- [Task directions]:
Each line of the data below containing "bottom" needs to be listed.

[Collected data entries]

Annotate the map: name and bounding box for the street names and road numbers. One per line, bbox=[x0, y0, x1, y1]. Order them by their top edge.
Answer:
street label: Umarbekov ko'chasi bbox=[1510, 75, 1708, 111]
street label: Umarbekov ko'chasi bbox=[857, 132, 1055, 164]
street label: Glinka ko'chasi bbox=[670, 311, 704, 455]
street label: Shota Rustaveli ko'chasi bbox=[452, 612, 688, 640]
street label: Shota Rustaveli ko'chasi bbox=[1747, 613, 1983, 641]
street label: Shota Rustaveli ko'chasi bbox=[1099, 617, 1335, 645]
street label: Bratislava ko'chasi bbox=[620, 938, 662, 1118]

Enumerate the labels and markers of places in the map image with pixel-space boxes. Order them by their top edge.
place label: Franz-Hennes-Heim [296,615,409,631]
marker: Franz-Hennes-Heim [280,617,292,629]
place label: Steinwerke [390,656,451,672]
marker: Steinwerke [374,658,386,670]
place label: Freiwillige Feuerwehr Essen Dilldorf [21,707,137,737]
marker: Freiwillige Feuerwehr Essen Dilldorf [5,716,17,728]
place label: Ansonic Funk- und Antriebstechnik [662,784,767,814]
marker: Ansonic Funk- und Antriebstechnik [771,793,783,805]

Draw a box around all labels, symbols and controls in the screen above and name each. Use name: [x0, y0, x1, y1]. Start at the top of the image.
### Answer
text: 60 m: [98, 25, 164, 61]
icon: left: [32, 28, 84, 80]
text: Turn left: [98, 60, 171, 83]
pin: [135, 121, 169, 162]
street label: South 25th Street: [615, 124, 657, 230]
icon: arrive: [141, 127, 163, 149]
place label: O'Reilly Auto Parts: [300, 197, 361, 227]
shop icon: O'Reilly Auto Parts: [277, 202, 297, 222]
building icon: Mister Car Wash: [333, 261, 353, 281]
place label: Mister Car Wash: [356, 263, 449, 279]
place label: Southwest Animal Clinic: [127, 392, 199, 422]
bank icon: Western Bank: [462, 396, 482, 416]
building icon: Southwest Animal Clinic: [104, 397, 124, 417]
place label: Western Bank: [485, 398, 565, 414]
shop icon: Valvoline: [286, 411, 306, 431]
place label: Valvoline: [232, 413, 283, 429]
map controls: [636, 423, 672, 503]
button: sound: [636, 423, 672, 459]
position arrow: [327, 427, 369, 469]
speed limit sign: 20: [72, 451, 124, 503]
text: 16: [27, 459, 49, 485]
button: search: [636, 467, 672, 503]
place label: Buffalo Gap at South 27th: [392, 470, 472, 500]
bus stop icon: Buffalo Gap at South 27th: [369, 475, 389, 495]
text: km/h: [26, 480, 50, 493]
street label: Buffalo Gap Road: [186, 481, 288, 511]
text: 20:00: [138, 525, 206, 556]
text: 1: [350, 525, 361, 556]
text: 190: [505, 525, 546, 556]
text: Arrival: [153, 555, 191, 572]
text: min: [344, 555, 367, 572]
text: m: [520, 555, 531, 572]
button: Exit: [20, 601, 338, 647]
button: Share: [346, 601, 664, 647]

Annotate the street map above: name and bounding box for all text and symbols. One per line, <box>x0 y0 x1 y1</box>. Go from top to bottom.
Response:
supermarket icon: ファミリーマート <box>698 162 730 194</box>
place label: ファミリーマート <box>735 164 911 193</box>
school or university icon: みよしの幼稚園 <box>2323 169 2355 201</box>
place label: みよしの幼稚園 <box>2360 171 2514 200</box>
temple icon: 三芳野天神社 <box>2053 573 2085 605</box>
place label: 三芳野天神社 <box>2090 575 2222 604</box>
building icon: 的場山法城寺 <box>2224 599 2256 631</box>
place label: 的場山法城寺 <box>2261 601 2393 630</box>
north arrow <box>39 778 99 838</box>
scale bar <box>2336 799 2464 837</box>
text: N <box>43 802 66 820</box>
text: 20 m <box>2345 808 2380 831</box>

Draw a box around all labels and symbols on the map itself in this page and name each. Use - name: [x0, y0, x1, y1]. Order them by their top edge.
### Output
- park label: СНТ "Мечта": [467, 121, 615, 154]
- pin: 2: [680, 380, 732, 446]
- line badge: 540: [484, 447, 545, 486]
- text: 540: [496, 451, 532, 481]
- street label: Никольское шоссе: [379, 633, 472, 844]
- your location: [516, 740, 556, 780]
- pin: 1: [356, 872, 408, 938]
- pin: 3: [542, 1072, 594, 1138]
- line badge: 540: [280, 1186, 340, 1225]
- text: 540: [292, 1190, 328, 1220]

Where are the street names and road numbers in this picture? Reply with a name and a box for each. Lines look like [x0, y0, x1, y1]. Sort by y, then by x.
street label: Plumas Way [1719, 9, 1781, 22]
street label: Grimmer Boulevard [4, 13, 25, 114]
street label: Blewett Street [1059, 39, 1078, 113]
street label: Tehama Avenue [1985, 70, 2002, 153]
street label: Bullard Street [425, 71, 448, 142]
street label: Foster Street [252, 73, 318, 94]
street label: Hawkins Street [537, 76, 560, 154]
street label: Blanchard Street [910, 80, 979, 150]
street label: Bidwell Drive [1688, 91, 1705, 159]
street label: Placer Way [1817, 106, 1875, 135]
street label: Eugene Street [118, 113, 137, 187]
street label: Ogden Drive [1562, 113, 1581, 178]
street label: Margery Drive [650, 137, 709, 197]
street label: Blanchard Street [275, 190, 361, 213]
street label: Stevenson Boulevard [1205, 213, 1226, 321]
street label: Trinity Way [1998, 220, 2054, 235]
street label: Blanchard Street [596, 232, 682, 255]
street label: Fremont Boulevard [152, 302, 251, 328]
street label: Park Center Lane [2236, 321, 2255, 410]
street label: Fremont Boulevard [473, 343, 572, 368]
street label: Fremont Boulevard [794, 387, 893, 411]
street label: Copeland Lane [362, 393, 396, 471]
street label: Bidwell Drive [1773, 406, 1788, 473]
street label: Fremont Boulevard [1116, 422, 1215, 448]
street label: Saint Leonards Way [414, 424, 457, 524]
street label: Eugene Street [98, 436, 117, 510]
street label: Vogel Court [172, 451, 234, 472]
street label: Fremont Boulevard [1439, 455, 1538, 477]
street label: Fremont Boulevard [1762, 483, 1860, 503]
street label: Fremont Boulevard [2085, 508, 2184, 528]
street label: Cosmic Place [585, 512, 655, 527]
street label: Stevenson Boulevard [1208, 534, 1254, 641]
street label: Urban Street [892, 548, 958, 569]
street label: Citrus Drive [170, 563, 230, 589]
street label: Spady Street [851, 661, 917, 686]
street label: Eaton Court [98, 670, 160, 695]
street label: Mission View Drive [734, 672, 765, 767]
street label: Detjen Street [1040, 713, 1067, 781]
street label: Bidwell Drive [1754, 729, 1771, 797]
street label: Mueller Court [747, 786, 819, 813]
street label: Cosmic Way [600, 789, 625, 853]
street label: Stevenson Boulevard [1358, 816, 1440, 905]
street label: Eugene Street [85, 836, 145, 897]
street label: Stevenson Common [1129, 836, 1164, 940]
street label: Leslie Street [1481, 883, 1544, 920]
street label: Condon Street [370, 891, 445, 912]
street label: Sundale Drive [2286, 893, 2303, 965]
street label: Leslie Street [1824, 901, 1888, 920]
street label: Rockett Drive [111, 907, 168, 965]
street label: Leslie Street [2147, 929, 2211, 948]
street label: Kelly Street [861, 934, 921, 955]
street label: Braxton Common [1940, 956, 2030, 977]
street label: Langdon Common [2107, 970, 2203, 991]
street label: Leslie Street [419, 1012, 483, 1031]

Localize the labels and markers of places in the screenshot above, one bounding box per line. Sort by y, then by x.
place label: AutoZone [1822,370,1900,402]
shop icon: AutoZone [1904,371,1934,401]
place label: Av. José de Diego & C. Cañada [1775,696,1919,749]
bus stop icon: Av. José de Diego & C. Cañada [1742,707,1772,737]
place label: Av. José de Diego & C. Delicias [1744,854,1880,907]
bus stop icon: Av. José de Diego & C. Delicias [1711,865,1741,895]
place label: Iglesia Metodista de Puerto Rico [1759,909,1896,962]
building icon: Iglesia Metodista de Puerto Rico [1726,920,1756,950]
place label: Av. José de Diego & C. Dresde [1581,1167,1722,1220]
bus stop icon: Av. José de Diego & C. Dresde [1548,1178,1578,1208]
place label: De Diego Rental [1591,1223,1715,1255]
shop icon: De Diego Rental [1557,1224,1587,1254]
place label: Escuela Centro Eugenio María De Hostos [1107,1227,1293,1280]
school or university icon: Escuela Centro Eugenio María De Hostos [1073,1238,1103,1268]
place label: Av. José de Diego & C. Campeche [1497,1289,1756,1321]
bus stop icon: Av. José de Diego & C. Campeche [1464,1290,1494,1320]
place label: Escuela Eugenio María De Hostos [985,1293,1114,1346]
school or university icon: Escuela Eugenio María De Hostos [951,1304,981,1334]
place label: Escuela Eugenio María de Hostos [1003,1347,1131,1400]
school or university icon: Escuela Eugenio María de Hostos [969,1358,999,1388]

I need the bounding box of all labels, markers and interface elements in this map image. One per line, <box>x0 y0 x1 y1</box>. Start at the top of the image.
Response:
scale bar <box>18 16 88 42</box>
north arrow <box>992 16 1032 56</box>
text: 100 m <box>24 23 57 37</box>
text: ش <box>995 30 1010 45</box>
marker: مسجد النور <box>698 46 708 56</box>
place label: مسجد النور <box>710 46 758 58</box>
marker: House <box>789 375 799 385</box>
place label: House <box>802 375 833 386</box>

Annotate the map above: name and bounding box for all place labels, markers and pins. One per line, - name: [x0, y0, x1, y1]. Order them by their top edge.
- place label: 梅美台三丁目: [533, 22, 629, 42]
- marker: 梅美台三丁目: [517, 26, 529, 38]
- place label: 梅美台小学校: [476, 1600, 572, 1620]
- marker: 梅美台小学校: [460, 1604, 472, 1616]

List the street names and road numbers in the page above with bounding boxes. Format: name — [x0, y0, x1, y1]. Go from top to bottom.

- [Written solution]:
Annotate the street map above: name and bounding box for all text and symbols. One per line, <box>x0 y0 x1 y1</box>. Go from top to bottom.
List the street names and road numbers in the page above with bounding boxes. Format: name — [x0, y0, x1, y1]. Go from top to bottom.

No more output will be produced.